▶ [Activity] Check every line below for the string "compass". Copy the ones that have it.

── Excerpted data ──

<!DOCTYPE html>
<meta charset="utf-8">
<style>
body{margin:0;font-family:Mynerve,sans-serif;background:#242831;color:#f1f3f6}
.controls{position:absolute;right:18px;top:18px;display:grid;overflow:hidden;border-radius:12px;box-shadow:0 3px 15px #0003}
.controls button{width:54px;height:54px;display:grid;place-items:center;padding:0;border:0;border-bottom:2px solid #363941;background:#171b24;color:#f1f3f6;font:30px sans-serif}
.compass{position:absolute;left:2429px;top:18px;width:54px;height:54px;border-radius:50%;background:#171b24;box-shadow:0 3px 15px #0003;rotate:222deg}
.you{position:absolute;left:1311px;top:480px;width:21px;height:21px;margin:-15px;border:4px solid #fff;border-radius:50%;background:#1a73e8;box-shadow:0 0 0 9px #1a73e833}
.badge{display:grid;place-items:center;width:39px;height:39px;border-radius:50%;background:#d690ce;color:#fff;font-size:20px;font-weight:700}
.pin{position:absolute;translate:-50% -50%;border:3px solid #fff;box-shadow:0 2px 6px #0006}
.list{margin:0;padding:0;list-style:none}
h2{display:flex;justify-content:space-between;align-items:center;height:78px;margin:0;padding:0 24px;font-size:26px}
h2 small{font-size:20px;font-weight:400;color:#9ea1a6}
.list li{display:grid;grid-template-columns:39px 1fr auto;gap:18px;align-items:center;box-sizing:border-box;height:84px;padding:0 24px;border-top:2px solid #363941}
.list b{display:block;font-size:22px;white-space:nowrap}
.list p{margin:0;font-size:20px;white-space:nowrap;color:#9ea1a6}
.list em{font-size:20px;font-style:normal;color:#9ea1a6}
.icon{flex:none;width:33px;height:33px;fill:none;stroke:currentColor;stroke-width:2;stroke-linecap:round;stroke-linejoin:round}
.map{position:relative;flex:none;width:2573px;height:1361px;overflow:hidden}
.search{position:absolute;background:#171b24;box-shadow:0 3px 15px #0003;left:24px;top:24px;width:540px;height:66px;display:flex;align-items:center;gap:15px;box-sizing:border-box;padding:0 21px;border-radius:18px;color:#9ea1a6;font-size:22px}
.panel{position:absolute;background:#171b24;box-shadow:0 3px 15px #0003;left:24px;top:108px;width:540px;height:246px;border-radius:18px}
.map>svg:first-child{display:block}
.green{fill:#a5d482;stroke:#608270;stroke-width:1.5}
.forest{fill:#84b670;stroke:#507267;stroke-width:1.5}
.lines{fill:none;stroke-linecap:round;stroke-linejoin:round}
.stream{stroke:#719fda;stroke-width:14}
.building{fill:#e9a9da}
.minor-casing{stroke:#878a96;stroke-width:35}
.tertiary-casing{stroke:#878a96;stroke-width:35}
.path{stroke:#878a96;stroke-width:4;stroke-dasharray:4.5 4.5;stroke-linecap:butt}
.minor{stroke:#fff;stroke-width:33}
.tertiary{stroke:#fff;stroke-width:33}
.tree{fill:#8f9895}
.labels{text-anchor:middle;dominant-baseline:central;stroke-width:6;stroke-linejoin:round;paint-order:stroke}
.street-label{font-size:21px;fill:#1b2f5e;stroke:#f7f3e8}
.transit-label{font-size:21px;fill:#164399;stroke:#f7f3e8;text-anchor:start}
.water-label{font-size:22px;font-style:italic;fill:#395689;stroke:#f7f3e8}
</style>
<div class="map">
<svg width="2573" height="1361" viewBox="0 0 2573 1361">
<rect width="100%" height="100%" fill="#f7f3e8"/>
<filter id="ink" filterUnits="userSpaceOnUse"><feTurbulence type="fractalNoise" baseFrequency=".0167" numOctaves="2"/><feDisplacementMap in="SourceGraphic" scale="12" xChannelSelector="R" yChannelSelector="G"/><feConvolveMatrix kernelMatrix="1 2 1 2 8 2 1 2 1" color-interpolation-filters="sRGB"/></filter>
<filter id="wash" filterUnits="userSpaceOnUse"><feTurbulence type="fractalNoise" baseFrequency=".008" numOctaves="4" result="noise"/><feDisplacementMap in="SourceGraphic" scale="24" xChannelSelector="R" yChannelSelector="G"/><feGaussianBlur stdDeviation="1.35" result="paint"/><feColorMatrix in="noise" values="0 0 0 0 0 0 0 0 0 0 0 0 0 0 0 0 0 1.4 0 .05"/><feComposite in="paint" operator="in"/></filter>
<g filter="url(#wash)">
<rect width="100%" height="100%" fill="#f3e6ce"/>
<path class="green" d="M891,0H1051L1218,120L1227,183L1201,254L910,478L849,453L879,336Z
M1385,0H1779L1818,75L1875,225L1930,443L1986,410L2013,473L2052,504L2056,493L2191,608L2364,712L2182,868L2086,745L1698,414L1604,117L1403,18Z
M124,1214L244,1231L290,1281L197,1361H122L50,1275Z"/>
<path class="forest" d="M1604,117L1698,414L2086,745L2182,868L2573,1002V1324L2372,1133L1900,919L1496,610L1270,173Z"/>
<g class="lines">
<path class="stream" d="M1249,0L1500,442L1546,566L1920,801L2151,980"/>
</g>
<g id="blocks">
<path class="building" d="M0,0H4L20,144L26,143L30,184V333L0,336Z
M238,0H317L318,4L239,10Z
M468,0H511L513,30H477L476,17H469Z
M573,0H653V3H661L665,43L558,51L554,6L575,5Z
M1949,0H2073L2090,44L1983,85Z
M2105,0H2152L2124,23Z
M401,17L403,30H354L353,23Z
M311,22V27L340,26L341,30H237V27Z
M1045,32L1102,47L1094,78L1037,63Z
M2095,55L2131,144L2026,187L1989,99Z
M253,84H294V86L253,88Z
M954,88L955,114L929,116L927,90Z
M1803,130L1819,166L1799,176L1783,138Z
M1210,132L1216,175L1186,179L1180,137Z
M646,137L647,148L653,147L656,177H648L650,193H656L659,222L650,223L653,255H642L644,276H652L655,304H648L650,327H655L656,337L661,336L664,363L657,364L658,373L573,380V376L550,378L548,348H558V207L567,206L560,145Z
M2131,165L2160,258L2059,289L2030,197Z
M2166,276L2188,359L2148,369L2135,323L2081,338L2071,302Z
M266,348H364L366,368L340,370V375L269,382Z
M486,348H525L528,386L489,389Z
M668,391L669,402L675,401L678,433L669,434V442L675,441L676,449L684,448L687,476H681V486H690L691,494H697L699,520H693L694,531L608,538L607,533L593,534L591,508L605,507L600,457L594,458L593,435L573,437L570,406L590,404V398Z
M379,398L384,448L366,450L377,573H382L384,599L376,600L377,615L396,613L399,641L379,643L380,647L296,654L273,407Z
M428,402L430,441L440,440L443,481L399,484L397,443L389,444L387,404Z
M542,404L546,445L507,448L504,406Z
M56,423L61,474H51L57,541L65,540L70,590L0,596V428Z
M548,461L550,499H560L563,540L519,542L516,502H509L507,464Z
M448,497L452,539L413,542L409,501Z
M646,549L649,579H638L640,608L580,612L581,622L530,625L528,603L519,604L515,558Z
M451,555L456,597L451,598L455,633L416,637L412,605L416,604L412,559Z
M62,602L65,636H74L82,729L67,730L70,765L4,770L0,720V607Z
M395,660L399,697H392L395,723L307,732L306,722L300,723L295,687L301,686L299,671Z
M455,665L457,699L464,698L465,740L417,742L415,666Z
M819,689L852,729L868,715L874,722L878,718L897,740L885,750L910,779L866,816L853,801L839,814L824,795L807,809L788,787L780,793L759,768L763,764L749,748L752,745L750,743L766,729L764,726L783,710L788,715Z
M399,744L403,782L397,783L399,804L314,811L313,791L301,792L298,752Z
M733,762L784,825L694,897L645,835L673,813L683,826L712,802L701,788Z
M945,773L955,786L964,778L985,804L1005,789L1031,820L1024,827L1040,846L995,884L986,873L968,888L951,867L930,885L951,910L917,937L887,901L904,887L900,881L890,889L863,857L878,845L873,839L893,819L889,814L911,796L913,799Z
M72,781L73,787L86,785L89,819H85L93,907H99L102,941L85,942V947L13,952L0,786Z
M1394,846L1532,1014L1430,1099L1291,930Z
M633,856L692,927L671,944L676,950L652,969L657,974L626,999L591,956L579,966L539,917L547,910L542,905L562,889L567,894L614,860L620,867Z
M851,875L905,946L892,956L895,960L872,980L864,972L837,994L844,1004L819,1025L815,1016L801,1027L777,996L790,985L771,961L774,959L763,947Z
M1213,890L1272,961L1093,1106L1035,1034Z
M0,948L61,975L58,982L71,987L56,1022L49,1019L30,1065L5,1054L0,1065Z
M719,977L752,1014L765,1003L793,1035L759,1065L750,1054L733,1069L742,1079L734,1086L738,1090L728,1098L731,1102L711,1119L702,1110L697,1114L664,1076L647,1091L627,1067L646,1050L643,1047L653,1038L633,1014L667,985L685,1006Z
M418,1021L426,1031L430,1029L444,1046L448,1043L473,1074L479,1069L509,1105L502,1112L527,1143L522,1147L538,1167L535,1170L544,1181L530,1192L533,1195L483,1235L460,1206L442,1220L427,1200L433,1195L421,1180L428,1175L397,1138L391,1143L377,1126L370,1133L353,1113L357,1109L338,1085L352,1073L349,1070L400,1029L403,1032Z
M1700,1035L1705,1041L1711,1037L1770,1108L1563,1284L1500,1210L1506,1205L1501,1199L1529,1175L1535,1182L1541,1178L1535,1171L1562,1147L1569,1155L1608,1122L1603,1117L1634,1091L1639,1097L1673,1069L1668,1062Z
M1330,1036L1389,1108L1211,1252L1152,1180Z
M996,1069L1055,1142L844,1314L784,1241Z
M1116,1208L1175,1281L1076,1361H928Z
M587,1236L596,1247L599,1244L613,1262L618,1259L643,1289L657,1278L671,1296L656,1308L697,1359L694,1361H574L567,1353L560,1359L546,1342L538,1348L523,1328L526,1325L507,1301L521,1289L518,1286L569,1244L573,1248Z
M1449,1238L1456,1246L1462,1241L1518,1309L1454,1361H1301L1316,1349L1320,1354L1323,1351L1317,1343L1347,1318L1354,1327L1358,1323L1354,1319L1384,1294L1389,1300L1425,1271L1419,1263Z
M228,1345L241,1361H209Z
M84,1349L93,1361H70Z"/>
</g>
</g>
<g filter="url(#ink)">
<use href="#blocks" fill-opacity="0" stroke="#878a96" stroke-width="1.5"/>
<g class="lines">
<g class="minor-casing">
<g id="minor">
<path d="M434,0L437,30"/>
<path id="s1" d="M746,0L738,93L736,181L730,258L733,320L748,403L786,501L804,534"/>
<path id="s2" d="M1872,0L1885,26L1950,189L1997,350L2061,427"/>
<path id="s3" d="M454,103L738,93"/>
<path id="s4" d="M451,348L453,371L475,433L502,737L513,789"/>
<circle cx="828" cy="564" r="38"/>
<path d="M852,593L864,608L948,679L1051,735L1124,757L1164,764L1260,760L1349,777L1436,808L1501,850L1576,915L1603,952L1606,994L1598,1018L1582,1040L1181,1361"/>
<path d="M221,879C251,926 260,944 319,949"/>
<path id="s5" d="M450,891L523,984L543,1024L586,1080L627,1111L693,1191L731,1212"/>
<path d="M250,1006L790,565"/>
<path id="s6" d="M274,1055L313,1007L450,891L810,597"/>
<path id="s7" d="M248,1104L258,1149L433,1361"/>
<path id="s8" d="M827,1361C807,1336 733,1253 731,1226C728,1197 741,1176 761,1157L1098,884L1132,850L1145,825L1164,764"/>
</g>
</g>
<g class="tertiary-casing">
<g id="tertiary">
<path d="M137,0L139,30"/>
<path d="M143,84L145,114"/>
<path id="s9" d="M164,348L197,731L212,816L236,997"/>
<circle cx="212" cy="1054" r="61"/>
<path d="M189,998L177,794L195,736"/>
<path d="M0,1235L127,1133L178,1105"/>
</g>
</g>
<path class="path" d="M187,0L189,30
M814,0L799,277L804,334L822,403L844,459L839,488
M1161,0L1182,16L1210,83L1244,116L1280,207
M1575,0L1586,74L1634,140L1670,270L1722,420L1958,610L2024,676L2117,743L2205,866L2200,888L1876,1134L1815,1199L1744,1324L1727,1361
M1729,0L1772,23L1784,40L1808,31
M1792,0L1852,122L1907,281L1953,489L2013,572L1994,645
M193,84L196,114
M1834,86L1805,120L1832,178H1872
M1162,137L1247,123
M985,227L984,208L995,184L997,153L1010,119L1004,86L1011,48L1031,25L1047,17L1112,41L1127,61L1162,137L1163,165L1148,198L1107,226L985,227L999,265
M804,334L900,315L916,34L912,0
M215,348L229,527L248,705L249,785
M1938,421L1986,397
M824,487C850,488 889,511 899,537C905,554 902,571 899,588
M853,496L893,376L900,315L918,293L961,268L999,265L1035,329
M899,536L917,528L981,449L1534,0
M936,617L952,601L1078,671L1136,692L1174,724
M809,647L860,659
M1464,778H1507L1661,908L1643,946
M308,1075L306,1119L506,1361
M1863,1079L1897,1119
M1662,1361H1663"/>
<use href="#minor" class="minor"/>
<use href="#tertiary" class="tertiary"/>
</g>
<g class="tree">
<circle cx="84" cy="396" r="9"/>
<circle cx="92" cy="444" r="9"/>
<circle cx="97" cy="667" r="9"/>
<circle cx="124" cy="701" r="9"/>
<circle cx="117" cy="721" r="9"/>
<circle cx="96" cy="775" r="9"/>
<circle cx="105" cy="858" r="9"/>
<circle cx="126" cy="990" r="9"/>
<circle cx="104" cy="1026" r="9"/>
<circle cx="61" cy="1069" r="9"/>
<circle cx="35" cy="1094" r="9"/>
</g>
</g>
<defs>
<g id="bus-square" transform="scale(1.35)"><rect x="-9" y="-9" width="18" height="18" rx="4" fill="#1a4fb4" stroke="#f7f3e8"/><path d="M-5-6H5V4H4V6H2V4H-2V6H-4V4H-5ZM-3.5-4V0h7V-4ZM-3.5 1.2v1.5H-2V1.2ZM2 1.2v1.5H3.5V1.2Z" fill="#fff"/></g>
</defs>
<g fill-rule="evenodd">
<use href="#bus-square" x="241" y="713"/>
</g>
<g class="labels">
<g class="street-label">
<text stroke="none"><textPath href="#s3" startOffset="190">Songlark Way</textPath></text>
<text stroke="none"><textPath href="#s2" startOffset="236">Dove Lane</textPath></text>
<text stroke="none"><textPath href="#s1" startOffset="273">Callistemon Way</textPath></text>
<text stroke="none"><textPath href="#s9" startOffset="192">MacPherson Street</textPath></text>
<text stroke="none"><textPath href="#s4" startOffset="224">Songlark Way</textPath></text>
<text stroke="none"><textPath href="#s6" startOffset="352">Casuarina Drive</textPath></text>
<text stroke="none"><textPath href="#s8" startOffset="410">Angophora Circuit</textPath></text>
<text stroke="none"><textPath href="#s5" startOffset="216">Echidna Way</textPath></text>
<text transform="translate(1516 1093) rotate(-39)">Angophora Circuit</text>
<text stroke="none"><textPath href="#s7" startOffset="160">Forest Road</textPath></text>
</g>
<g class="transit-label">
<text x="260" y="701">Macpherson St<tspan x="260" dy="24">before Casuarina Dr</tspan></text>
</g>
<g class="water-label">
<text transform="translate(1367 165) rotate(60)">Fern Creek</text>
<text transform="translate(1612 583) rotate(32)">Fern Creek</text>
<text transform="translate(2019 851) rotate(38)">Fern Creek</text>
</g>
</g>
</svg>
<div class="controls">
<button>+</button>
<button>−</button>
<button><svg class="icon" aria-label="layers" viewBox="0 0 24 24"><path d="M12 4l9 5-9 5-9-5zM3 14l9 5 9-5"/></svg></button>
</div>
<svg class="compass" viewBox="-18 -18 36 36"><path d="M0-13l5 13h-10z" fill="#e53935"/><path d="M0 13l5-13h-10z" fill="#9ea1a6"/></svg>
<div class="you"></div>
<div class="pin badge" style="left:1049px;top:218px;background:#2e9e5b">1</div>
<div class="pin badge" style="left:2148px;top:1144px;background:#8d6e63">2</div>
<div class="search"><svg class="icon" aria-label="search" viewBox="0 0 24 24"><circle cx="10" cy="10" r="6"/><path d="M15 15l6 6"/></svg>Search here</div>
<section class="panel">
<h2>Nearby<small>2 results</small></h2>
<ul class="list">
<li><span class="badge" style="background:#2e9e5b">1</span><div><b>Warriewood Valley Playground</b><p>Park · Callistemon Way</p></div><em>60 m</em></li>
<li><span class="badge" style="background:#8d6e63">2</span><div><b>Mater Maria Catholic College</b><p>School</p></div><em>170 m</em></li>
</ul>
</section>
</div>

───

▶ [Output for this task]
.compass{position:absolute;left:2429px;top:18px;width:54px;height:54px;border-radius:50%;background:#171b24;box-shadow:0 3px 15px #0003;rotate:222deg}
<svg class="compass" viewBox="-18 -18 36 36"><path d="M0-13l5 13h-10z" fill="#e53935"/><path d="M0 13l5-13h-10z" fill="#9ea1a6"/></svg>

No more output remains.